I dug trough our current process and deployment of provisioned alerts and started with understanding why we still have provisioned alerts for e.g. ada. It turns out that we have again stale provisioned alerts which is not optimal. The files however are not present any longer so this part of our salt deployment apparently works. While reading online about the whole provisioning situation I stumbled over some API endpoints. These can be used to list all provisioned alerts and can be accessed via curl -s 'https://stats.openqa-monitor.qa.suse.de/api/v1/provisioning/alert-rules' -u "username:password"
. As expected I found some old alerts for ada in there.
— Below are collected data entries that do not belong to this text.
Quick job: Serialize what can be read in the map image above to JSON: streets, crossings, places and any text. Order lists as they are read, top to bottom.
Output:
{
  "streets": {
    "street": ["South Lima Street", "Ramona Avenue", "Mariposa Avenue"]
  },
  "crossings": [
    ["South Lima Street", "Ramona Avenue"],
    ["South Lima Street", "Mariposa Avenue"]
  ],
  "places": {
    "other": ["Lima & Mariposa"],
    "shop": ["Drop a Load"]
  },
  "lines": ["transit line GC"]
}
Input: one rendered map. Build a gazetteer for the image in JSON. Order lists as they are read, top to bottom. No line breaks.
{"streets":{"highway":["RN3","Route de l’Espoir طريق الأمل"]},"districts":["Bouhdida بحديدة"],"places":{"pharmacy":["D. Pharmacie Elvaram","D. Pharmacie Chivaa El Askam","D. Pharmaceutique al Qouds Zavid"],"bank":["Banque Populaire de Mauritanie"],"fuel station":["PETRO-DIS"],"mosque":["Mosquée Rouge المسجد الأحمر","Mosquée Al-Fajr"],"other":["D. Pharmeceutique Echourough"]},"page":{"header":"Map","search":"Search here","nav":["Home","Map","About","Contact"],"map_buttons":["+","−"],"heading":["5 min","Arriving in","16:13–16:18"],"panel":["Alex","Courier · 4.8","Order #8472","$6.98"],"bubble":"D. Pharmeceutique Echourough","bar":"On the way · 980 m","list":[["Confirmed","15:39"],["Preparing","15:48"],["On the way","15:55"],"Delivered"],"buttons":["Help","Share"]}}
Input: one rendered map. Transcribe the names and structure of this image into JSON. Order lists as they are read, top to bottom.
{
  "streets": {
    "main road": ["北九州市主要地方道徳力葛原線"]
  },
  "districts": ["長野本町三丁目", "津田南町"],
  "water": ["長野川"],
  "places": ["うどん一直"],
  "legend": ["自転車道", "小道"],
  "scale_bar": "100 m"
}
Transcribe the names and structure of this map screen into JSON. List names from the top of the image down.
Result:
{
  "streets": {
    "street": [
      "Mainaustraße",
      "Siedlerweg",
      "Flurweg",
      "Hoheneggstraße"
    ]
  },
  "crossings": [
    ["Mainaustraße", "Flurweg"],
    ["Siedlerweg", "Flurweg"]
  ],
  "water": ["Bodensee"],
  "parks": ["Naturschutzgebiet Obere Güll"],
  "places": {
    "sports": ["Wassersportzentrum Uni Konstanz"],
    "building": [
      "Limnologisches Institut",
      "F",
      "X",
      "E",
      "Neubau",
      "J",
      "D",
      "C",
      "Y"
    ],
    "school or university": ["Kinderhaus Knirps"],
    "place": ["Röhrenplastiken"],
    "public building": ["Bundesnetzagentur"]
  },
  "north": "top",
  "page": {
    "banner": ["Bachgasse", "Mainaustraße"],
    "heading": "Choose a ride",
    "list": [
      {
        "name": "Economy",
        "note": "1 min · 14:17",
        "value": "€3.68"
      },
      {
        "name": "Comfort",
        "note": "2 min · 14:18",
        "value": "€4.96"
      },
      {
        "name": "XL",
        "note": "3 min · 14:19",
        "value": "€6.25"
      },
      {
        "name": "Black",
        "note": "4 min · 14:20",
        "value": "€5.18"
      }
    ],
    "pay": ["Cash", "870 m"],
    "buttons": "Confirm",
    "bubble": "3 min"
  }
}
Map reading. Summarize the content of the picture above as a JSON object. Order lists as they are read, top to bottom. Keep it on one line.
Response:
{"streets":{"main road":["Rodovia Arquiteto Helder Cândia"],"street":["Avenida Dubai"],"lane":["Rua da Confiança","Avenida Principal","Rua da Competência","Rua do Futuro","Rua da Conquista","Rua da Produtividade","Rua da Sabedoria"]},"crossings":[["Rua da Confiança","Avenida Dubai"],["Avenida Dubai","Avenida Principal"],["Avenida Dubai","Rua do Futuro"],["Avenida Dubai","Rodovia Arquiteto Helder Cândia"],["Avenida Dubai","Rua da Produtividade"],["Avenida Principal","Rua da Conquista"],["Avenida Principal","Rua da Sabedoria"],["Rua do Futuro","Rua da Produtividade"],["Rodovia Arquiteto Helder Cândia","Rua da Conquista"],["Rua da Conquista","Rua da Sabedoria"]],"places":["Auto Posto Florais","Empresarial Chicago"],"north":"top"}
Further searching revealed a special mechanism in grafana to delete such provisioned alerts explicitly by creating a special yaml-file in the same folder to provision alerts which looks like this:
deleteRules:
- orgId: 1
uid: my_id_1
after reloading grafana the stale alert is indeed gone (at least from the webui and api, I hope it doesn't trigger mails). Unfortunately grafana also does not cleanup or track this file in any way. So if in the future we would introduce an alert with the same uid, this would create and instantly delete it again on startup. To solve this, I came up with the following procedure to clean our alerts automatically:
- list all alerts with UIDs (
curl -s 'https://stats.openqa-monitor.qa.suse.de/api/v1/provisioning/alert-rules' -u "username:password" | jq -r '.[].uid'
)
- grep for UID in the existing provisioned alert files (all files present on
monitor.qa.suse.de
in /etc/grafana/provisioning/alerting
)
- if UID is not present, add it to that special "deletion file"
- reload grafana to get rid of these stale entries
- remove the special deletion file again to avoid deletion if the same UID gets added later
- reload grafana once again
Currently we restart the whole grafana service to reprovision our dashboards and alerts. This is not the cleanest solution as it makes everything unavailable and might reset timers of alerts and such. Especially if it has to be done twice in rapid succession. I looked into API calls to reload the provisioned alerts and found an corresponding endpoint. Unfortunately it doesn't seem to be usable with "service accounts" (API key replacements since Grafana version 9) and always yielded "missing permission". I searched further and found a big lack of documentation and only a lot of hints to "Role-based access control" which apparently is somewhat implemented but only fully usable in the enterprise and cloud version of grafana.
My final straw was checking out the "admin" user on our grafana instance. I had no password and the email for it was invalid so I went into the sqlite database and replace it by "osd-admins@suse.de" and requested a password reset. With that user I was actually able to elevate more users on our instance to "instance admins" which apparently gives even more permissions (e.g. create new organizations). With that permission it is also possible to reload the provisioned alerts by using the following curl call:
curl -X POST -H "Content-Type: application/json" -s 'https://stats.openqa-monitor.qa.suse.de/api/admin/provisioning/alerting/reload' -u "instance_admin:password"
I now have all the building blocks in place to automate this with our salt deployment which I will try to realize next.